**Dataset excerpts**

-- Opening Marker --

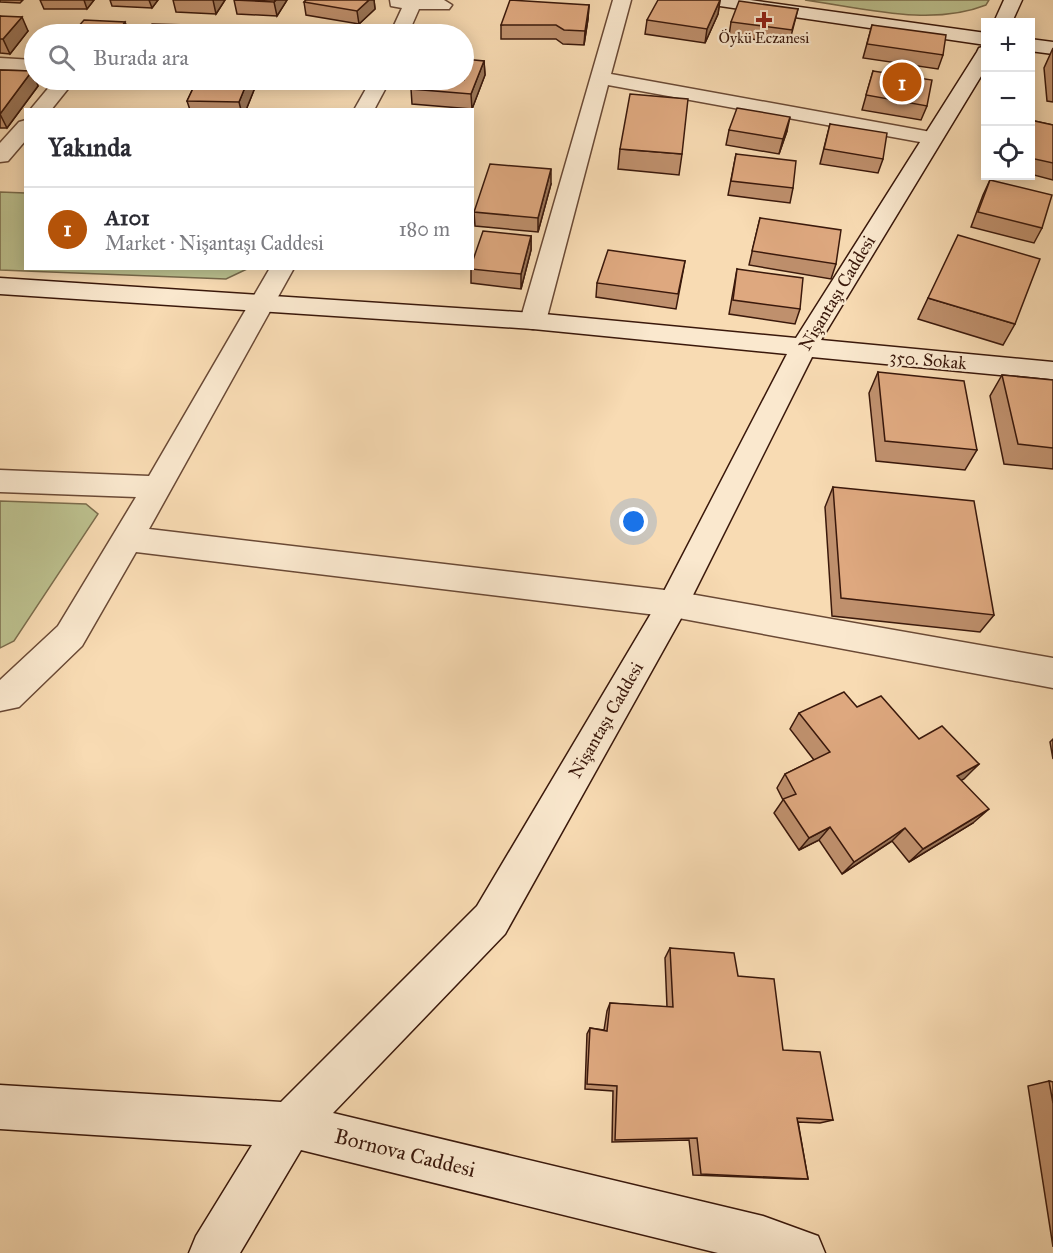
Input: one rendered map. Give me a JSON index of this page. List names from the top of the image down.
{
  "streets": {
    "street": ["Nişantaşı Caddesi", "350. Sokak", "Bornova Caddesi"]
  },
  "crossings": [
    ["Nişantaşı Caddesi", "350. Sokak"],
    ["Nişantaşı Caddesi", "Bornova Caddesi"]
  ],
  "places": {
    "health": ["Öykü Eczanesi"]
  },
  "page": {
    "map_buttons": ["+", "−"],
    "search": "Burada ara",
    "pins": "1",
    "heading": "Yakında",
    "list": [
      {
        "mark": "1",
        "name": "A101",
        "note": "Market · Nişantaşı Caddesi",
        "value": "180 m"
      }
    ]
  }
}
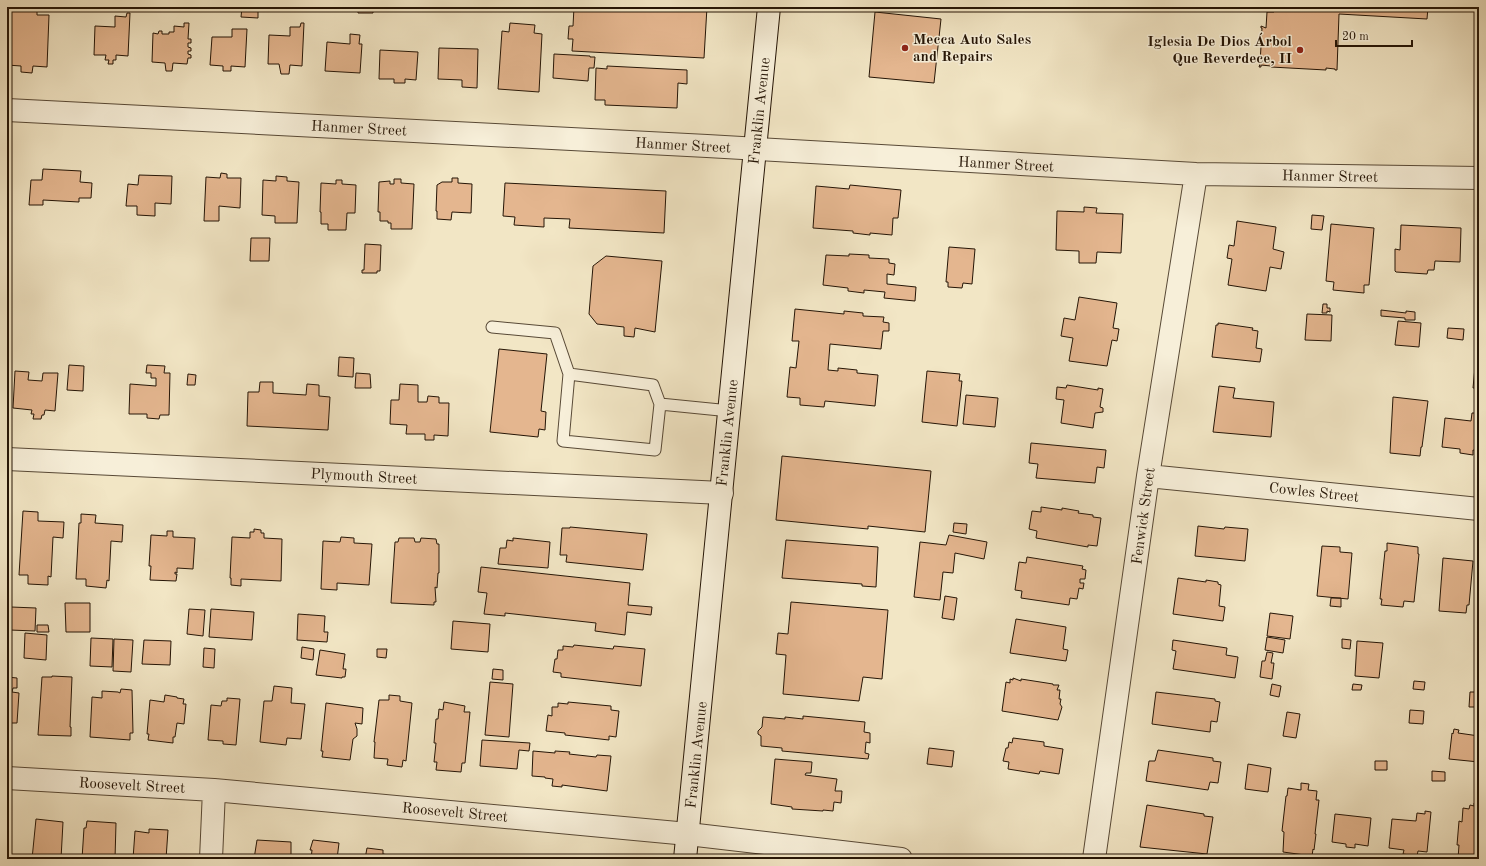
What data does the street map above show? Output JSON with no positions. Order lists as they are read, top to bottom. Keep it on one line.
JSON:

-- Closing Marker --

**Try it**
A faithful copy of every record is needed here. Leave the images out of it.

**Output below**
Input: one rendered map. Give me a JSON index of this page. List names from the top of the image down.
{
  "streets": {
    "street": ["Nişantaşı Caddesi", "350. Sokak", "Bornova Caddesi"]
  },
  "crossings": [
    ["Nişantaşı Caddesi", "350. Sokak"],
    ["Nişantaşı Caddesi", "Bornova Caddesi"]
  ],
  "places": {
    "health": ["Öykü Eczanesi"]
  },
  "page": {
    "map_buttons": ["+", "−"],
    "search": "Burada ara",
    "pins": "1",
    "heading": "Yakında",
    "list": [
      {
        "mark": "1",
        "name": "A101",
        "note": "Market · Nişantaşı Caddesi",
        "value": "180 m"
      }
    ]
  }
}
What data does the street map above show? Output JSON with no positions. Order lists as they are read, top to bottom. Keep it on one line.
JSON:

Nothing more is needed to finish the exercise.